Brief
Down to the last line, reproduce the records exactly.

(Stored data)

· · · · · · ·

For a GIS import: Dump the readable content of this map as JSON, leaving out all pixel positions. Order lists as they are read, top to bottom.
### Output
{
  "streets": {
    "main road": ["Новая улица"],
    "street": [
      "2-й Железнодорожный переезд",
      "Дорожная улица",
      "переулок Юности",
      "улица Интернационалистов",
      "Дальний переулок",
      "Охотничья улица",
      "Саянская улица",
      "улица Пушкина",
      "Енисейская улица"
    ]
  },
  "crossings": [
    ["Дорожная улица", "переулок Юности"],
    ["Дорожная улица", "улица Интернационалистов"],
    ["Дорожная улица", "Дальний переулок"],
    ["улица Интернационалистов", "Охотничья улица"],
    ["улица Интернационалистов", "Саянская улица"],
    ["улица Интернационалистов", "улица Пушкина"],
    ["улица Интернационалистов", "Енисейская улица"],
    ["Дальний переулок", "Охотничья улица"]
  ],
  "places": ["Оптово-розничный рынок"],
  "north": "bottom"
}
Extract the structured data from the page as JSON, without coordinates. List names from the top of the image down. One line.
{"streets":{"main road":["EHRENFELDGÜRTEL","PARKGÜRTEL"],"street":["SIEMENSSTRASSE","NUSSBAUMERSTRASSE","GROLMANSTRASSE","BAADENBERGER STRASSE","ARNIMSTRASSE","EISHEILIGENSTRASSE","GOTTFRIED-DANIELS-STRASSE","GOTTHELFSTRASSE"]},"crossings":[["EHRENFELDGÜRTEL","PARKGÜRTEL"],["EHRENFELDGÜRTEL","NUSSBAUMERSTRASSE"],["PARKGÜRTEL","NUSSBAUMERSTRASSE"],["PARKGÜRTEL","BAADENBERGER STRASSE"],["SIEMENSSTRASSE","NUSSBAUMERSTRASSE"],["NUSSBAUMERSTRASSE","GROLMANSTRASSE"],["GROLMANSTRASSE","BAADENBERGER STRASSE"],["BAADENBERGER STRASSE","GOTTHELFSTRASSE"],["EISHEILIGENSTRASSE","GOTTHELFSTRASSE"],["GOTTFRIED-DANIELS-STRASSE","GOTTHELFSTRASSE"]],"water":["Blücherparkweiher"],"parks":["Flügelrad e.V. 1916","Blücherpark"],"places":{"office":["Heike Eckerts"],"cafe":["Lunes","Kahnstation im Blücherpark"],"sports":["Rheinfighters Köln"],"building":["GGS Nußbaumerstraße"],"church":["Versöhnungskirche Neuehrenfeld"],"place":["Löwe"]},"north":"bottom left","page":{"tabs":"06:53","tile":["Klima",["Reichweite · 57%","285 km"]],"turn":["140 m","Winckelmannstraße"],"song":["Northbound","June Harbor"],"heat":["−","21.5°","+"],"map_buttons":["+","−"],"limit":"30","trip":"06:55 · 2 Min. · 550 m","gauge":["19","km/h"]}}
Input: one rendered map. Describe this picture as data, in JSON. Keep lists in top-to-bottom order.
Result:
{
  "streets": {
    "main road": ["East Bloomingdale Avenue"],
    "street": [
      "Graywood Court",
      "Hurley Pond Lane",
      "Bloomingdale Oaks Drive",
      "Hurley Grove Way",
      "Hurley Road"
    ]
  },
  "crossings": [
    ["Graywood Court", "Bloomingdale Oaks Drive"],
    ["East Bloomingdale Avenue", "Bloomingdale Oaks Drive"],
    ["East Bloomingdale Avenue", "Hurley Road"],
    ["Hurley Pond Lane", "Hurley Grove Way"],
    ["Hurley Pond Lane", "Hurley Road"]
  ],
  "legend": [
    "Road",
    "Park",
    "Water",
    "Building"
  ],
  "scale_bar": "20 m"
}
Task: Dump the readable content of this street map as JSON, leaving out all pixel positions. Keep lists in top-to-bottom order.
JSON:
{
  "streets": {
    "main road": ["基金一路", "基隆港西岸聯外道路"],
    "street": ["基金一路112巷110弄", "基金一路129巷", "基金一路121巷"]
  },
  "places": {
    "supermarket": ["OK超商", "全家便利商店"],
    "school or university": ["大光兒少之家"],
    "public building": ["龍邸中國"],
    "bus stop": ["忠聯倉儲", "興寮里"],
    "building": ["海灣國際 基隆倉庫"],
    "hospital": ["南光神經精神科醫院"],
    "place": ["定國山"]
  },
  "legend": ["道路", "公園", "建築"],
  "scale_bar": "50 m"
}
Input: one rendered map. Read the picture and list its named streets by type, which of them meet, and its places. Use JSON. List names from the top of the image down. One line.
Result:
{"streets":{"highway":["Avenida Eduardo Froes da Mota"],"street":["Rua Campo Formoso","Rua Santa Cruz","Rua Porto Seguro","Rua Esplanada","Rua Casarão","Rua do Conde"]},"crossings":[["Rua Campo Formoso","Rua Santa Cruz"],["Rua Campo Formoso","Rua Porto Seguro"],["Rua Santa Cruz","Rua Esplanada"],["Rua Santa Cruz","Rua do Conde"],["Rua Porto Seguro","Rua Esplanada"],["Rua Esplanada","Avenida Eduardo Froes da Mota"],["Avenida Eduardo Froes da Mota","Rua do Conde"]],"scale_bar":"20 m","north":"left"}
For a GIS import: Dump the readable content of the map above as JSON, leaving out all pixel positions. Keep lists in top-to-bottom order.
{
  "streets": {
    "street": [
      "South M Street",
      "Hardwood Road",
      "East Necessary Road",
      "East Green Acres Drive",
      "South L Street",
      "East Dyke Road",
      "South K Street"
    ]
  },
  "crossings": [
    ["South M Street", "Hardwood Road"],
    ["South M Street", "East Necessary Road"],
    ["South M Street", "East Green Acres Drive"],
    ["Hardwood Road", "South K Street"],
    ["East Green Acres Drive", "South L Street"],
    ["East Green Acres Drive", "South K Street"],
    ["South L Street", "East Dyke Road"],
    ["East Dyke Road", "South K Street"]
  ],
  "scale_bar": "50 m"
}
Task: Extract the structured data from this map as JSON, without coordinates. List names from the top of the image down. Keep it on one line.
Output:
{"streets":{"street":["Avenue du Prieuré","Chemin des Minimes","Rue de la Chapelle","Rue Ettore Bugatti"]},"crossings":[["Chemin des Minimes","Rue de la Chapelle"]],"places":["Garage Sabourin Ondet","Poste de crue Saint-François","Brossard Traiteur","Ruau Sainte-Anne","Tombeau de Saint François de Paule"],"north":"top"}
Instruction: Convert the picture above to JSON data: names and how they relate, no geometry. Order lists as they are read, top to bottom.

· · · · · · ·

Exercise output
For a GIS import: Dump the readable content of this map as JSON, leaving out all pixel positions. Order lists as they are read, top to bottom.
### Output
{
  "streets": {
    "main road": ["Новая улица"],
    "street": [
      "2-й Железнодорожный переезд",
      "Дорожная улица",
      "переулок Юности",
      "улица Интернационалистов",
      "Дальний переулок",
      "Охотничья улица",
      "Саянская улица",
      "улица Пушкина",
      "Енисейская улица"
    ]
  },
  "crossings": [
    ["Дорожная улица", "переулок Юности"],
    ["Дорожная улица", "улица Интернационалистов"],
    ["Дорожная улица", "Дальний переулок"],
    ["улица Интернационалистов", "Охотничья улица"],
    ["улица Интернационалистов", "Саянская улица"],
    ["улица Интернационалистов", "улица Пушкина"],
    ["улица Интернационалистов", "Енисейская улица"],
    ["Дальний переулок", "Охотничья улица"]
  ],
  "places": ["Оптово-розничный рынок"],
  "north": "bottom"
}
Extract the structured data from the page as JSON, without coordinates. List names from the top of the image down. One line.
{"streets":{"main road":["EHRENFELDGÜRTEL","PARKGÜRTEL"],"street":["SIEMENSSTRASSE","NUSSBAUMERSTRASSE","GROLMANSTRASSE","BAADENBERGER STRASSE","ARNIMSTRASSE","EISHEILIGENSTRASSE","GOTTFRIED-DANIELS-STRASSE","GOTTHELFSTRASSE"]},"crossings":[["EHRENFELDGÜRTEL","PARKGÜRTEL"],["EHRENFELDGÜRTEL","NUSSBAUMERSTRASSE"],["PARKGÜRTEL","NUSSBAUMERSTRASSE"],["PARKGÜRTEL","BAADENBERGER STRASSE"],["SIEMENSSTRASSE","NUSSBAUMERSTRASSE"],["NUSSBAUMERSTRASSE","GROLMANSTRASSE"],["GROLMANSTRASSE","BAADENBERGER STRASSE"],["BAADENBERGER STRASSE","GOTTHELFSTRASSE"],["EISHEILIGENSTRASSE","GOTTHELFSTRASSE"],["GOTTFRIED-DANIELS-STRASSE","GOTTHELFSTRASSE"]],"water":["Blücherparkweiher"],"parks":["Flügelrad e.V. 1916","Blücherpark"],"places":{"office":["Heike Eckerts"],"cafe":["Lunes","Kahnstation im Blücherpark"],"sports":["Rheinfighters Köln"],"building":["GGS Nußbaumerstraße"],"church":["Versöhnungskirche Neuehrenfeld"],"place":["Löwe"]},"north":"bottom left","page":{"tabs":"06:53","tile":["Klima",["Reichweite · 57%","285 km"]],"turn":["140 m","Winckelmannstraße"],"song":["Northbound","June Harbor"],"heat":["−","21.5°","+"],"map_buttons":["+","−"],"limit":"30","trip":"06:55 · 2 Min. · 550 m","gauge":["19","km/h"]}}
Input: one rendered map. Describe this picture as data, in JSON. Keep lists in top-to-bottom order.
Result:
{
  "streets": {
    "main road": ["East Bloomingdale Avenue"],
    "street": [
      "Graywood Court",
      "Hurley Pond Lane",
      "Bloomingdale Oaks Drive",
      "Hurley Grove Way",
      "Hurley Road"
    ]
  },
  "crossings": [
    ["Graywood Court", "Bloomingdale Oaks Drive"],
    ["East Bloomingdale Avenue", "Bloomingdale Oaks Drive"],
    ["East Bloomingdale Avenue", "Hurley Road"],
    ["Hurley Pond Lane", "Hurley Grove Way"],
    ["Hurley Pond Lane", "Hurley Road"]
  ],
  "legend": [
    "Road",
    "Park",
    "Water",
    "Building"
  ],
  "scale_bar": "20 m"
}
Task: Dump the readable content of this street map as JSON, leaving out all pixel positions. Keep lists in top-to-bottom order.
JSON:
{
  "streets": {
    "main road": ["基金一路", "基隆港西岸聯外道路"],
    "street": ["基金一路112巷110弄", "基金一路129巷", "基金一路121巷"]
  },
  "places": {
    "supermarket": ["OK超商", "全家便利商店"],
    "school or university": ["大光兒少之家"],
    "public building": ["龍邸中國"],
    "bus stop": ["忠聯倉儲", "興寮里"],
    "building": ["海灣國際 基隆倉庫"],
    "hospital": ["南光神經精神科醫院"],
    "place": ["定國山"]
  },
  "legend": ["道路", "公園", "建築"],
  "scale_bar": "50 m"
}
Input: one rendered map. Read the picture and list its named streets by type, which of them meet, and its places. Use JSON. List names from the top of the image down. One line.
Result:
{"streets":{"highway":["Avenida Eduardo Froes da Mota"],"street":["Rua Campo Formoso","Rua Santa Cruz","Rua Porto Seguro","Rua Esplanada","Rua Casarão","Rua do Conde"]},"crossings":[["Rua Campo Formoso","Rua Santa Cruz"],["Rua Campo Formoso","Rua Porto Seguro"],["Rua Santa Cruz","Rua Esplanada"],["Rua Santa Cruz","Rua do Conde"],["Rua Porto Seguro","Rua Esplanada"],["Rua Esplanada","Avenida Eduardo Froes da Mota"],["Avenida Eduardo Froes da Mota","Rua do Conde"]],"scale_bar":"20 m","north":"left"}
For a GIS import: Dump the readable content of the map above as JSON, leaving out all pixel positions. Keep lists in top-to-bottom order.
{
  "streets": {
    "street": [
      "South M Street",
      "Hardwood Road",
      "East Necessary Road",
      "East Green Acres Drive",
      "South L Street",
      "East Dyke Road",
      "South K Street"
    ]
  },
  "crossings": [
    ["South M Street", "Hardwood Road"],
    ["South M Street", "East Necessary Road"],
    ["South M Street", "East Green Acres Drive"],
    ["Hardwood Road", "South K Street"],
    ["East Green Acres Drive", "South L Street"],
    ["East Green Acres Drive", "South K Street"],
    ["South L Street", "East Dyke Road"],
    ["East Dyke Road", "South K Street"]
  ],
  "scale_bar": "50 m"
}
Task: Extract the structured data from this map as JSON, without coordinates. List names from the top of the image down. Keep it on one line.
Output:
{"streets":{"street":["Avenue du Prieuré","Chemin des Minimes","Rue de la Chapelle","Rue Ettore Bugatti"]},"crossings":[["Chemin des Minimes","Rue de la Chapelle"]],"places":["Garage Sabourin Ondet","Poste de crue Saint-François","Brossard Traiteur","Ruau Sainte-Anne","Tombeau de Saint François de Paule"],"north":"top"}
Instruction: Convert the picture above to JSON data: names and how they relate, no geometry. Order lists as they are read, top to bottom.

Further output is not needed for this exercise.